Oil and gas revenues for the quarter ended June 30, 2010 were $873,188 compared with $618,071 for the three months ended June 30, 2009, an increase of approximately 41%.

During the three months ended June 30, 2010, we incurred drilling and completion costs of approximately $235,000.

On June 30, 2010, we had $215,000 in cash and total assets of $20.9 million. Debt consisted of accounts and notes payables to non-related parties of $11 million, all of which is classified as current. We also had accounts and notes payables to related parties of $3.6 million.

During the quarter, we did not draw on the Union Bank credit facility secured by our assets. The material terms of the credit facility were reported on our Form 8-K filed on November 4, 2008. We are currently in default under the terms of the credit facility.

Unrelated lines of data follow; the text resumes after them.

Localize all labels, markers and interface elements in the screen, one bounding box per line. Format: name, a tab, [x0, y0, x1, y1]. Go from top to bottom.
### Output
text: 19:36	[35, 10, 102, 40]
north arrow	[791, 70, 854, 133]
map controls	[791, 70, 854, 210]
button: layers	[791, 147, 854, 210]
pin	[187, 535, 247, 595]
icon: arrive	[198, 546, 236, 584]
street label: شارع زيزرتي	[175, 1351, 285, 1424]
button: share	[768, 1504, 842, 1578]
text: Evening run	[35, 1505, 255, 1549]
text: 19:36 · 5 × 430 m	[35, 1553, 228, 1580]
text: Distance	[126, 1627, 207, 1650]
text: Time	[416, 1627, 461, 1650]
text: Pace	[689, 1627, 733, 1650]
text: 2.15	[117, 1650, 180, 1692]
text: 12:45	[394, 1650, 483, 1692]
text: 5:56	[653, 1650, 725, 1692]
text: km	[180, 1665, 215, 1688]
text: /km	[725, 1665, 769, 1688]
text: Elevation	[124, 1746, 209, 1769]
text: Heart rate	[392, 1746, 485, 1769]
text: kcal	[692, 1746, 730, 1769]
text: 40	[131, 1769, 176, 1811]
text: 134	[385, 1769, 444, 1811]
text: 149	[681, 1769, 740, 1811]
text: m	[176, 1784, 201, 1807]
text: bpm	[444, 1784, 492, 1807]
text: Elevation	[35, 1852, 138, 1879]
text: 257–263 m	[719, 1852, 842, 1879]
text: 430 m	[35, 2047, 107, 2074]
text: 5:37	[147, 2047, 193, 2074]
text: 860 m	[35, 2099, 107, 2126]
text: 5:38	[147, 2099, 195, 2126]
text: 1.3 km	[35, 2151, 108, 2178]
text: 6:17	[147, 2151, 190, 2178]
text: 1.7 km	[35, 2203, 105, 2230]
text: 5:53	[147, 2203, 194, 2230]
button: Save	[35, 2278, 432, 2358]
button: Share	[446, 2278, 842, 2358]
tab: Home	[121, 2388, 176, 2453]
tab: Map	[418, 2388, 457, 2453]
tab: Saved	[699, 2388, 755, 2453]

We continue to consider various other financing options which may or may not be implemented during this fiscal year.

Cash Flow
Our principal sources of cash are operating cash flow, the sale of a portion of the working interest in our drilling projects, the credit facility and other financing options, including debt and equity, which may be available to us from time to time. Our operating cash flow is highly dependent on oil and gas prices.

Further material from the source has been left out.